2

I try to find an explanation why my matrix multiplication with Numba is much slower than using NumPy's dot function. Although I am using the most basic code for writing a matrix multiplication function with Numba, I don't think that the significantly slower performance is due to the algorithm. For simplicity, I consider two k x k square matrices, A and B. My code reads

1     @njit('f8[:,:](f8[:,:], f8[:,:])')
2     def numba_dot(A, B):
3
4         k=A.shape[1]
5         C = np.zeros((k, k))
6
7         for i in range(k):
8             for j in range(k):
9
10                 tmp = 0.
11                for l in range(k):
12                    tmp += A[i, l] * B[l, j]
13     
14                C[i, j] = tmp
15
16         return C

Running this code repeatedly with two random matrices 1000 x 1000 Matrices, it typically takes at least about 1.5 seconds to finish. On the other hand, if I don't update the matrix C, i.e. if I drop line 14, or replace it for the sake of a test by for example the following line:

14                C[i, j] = i * j

the code finishes in about 1-5 ms. Compared to that, NumPy's dot function requires for this matrix multiplication around 10 ms.

What is the reason behind the discrepancy of the running times between the above code for the matrix multiplication and this small variation? Is there a way to store the value of the variable tmp in C[i, j] without deteriorating the performance of the code so significantly?

Marc
  • 21
  • 1
  • Your algorithm is absolutely not optimized. A real world example on how to implement matrix multiplication looks for example like that https://gist.github.com/nadavrot/5b35d44e8ba3dd718e595e40184d03f0 Numpy calls a BLAS function dgemm in this case. Numba will do the same if the inputs are contiguous. eg. `@njit('f8[:,::1](f8[:,::1], f8[:,::1])')` – max9111 Apr 06 '21 at 07:28
  • Thanks for your reply. For some reason also with contiguous inputs I get similar running times. – Marc Apr 07 '21 at 19:23
  • Just call np.dot in Numba (with contiguous arrays). In both cases numpy and numba will do quite the same (calling an external BLAS library). The link was just to show how complicated real world matrix multiplication is. It is a good learning, exampe but if you just wan't to calculate a dot product, this is the way to do it. You can also try it in C. (It will still be slower by more than 100 times without some improvements to the algorithm).

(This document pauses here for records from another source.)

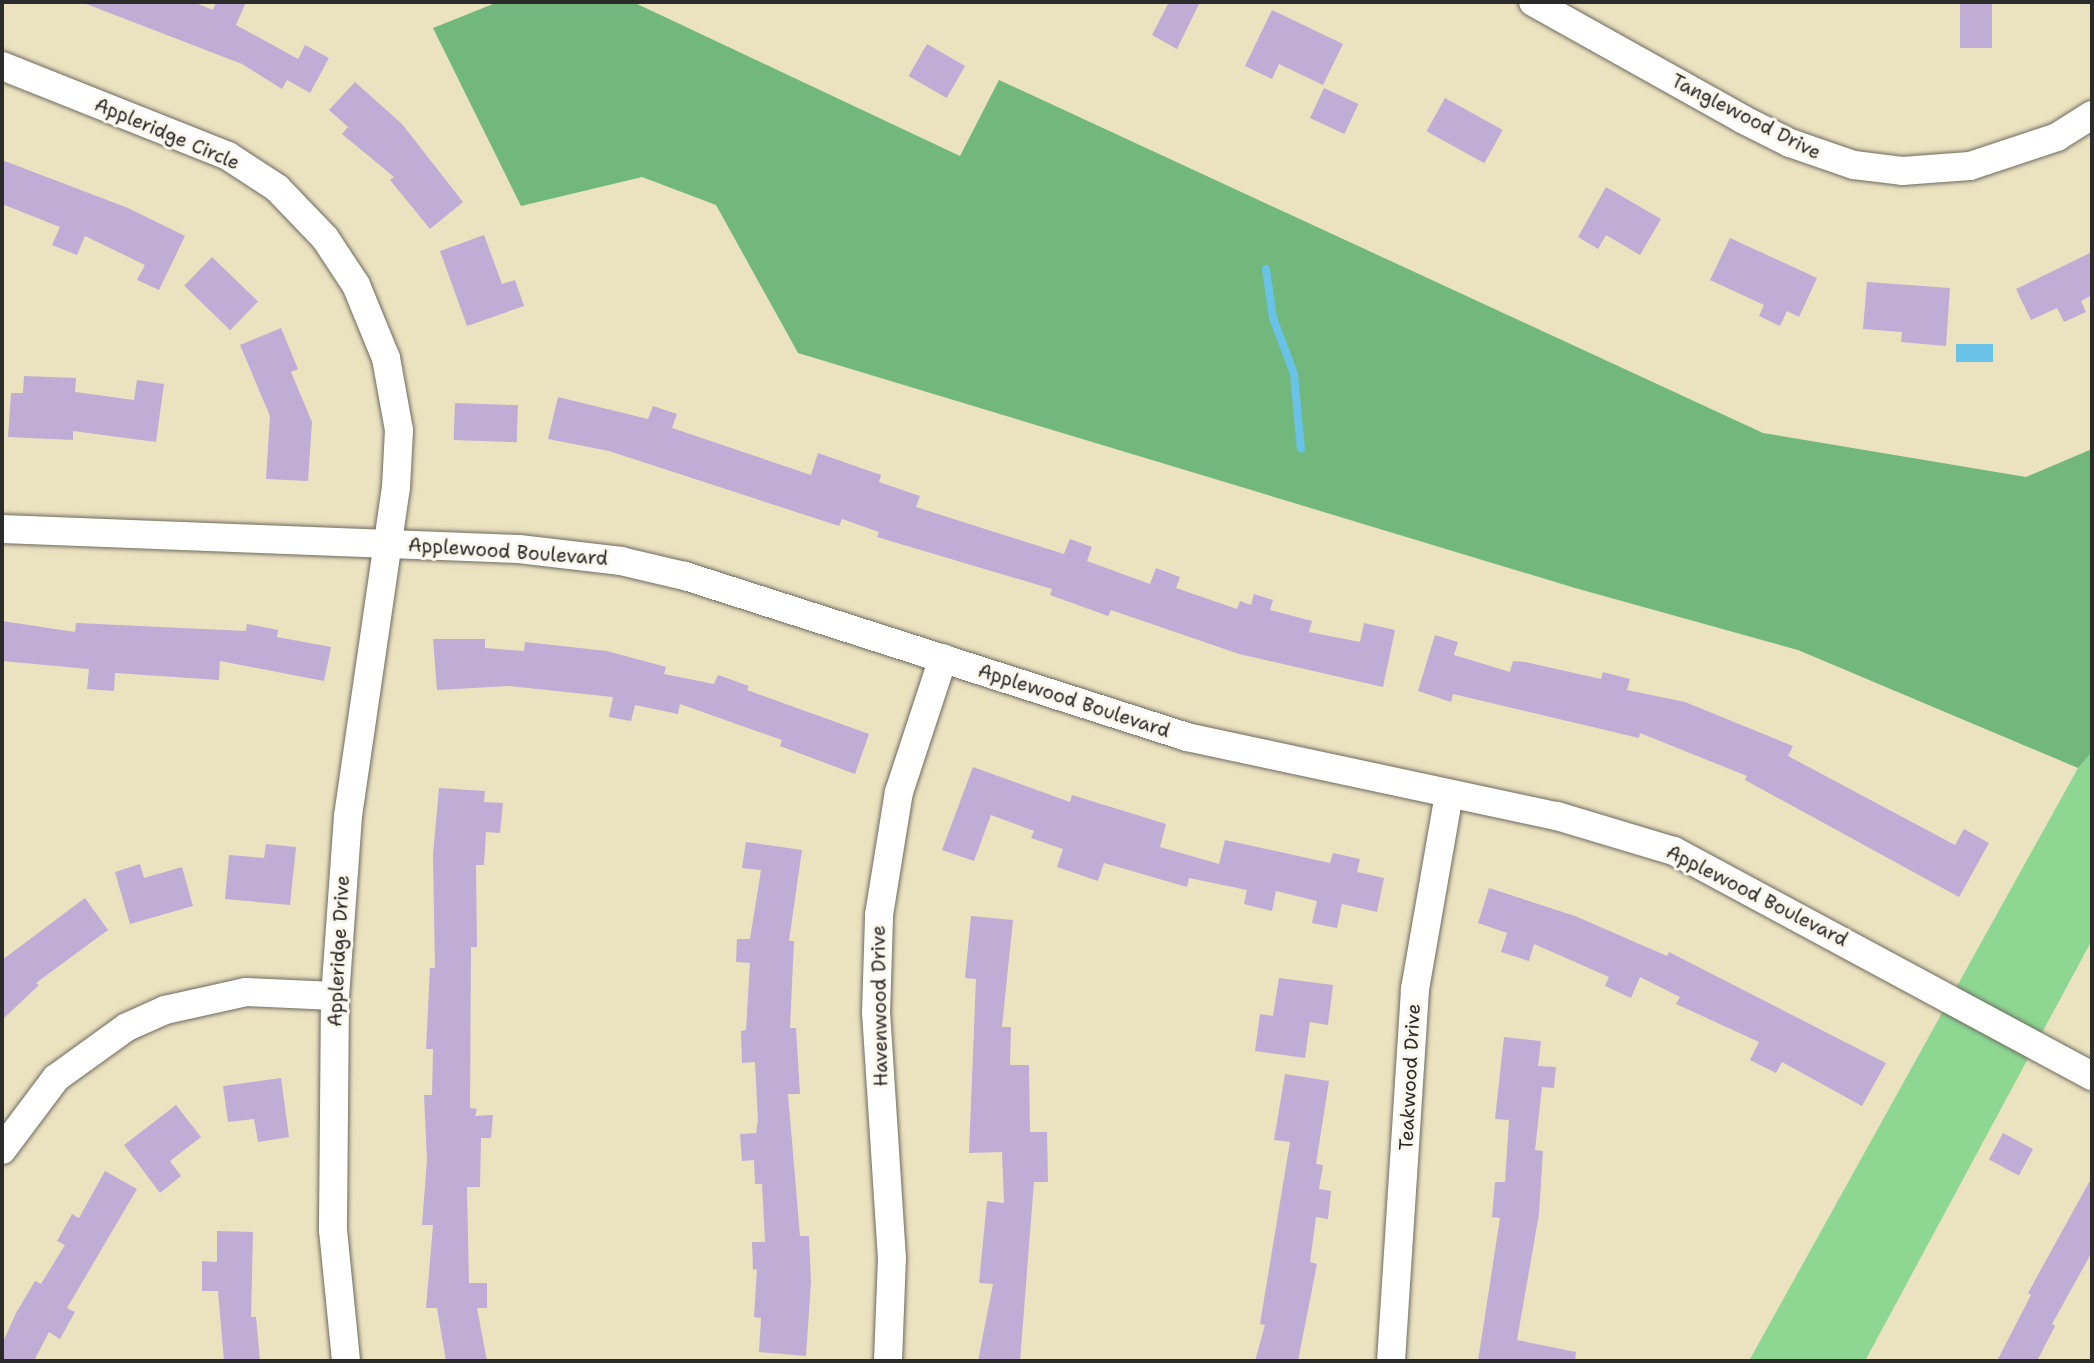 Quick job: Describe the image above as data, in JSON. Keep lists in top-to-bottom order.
{
  "streets": {
    "street": [
      "Tanglewood Drive",
      "Appleridge Circle",
      "Applewood Boulevard",
      "Appleridge Drive",
      "Havenwood Drive",
      "Teakwood Drive"
    ]
  },
  "crossings": [
    ["Appleridge Circle", "Applewood Boulevard"],
    ["Appleridge Circle", "Appleridge Drive"],
    ["Applewood Boulevard", "Appleridge Drive"],
    ["Applewood Boulevard", "Havenwood Drive"],
    ["Applewood Boulevard", "Teakwood Drive"]
  ]
}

Also consider that compilers try to optimize away useless parts. The whole inner loop is detected as useless if you write C[i, j] = i * j. – max9111 Apr 07 '21 at 19:46

2 Answers2

2

The native NumPy implementation works with vectorized operations. If your CPU supports these, the processing is much faster. Current microprocessors have on-chip matrix multiplication, which pipelines the data transfers and vector operations.

Your implementation performs k^3 loop iterations; a billion of anything will take some non-trivial time. Your code specifies that you want to perform each cell-by-cell operation in isolation, a billion distinct operations instead of roughly 5k operations done in parallel and pipelined.

Prune
  • 76,765
  • 14
  • 60
  • 81
  • Thank you for the answer. I think that my example shows that it is not just the number of operations that have to be executed but the type of operations. When modifying the code as described and using Numba to compile the code the three loops can be executed in a time similar to NumPy's dot function. – Marc Apr 06 '21 at 08:44
0

With integers, numpy doesn't make use of BLAS for some reason. source

import numpy as np
from numba import njit

def matrix_multiplication(A, B):
  m, n = A.shape
  _, p = B.shape
  C = np.zeros((m, p))
  for i in range(m):
    for j in range(n):
      for k in range(p):
        C[i, k] += A[i, j] * B[j, k]
  return C

@njit()
def matrix_multiplication_optimized(A, B):
  m, n = A.shape
  _, p = B.shape
  C = np.zeros((m, p))
  for i in range(m):
    for j in range(n):
      for k in range(p):
        C[i, k] += A[i, j] * B[j, k]
  return C

m = 100
n = 100
p = 100
A = np.random.randint(1, 100, size=(m,n))
B = np.random.randint(1, 100, size=(n, p))

# compile function
matrix_multiplication_optimized(A, B)

%timeit matrix_multiplication(A, B)
%timeit matrix_multiplication_optimized(A, B)
%timeit A @ B
685 ms ± 7.41 ms per loop (mean ± std. dev. of 7 runs, 1 loop each)
1.34 ms ± 5.51 µs per loop (mean ± std. dev. of 7 runs, 1,000 loops each)
1.49 ms ± 19.9 µs per loop (mean ± std. dev. of 7 runs, 1,000 loops each)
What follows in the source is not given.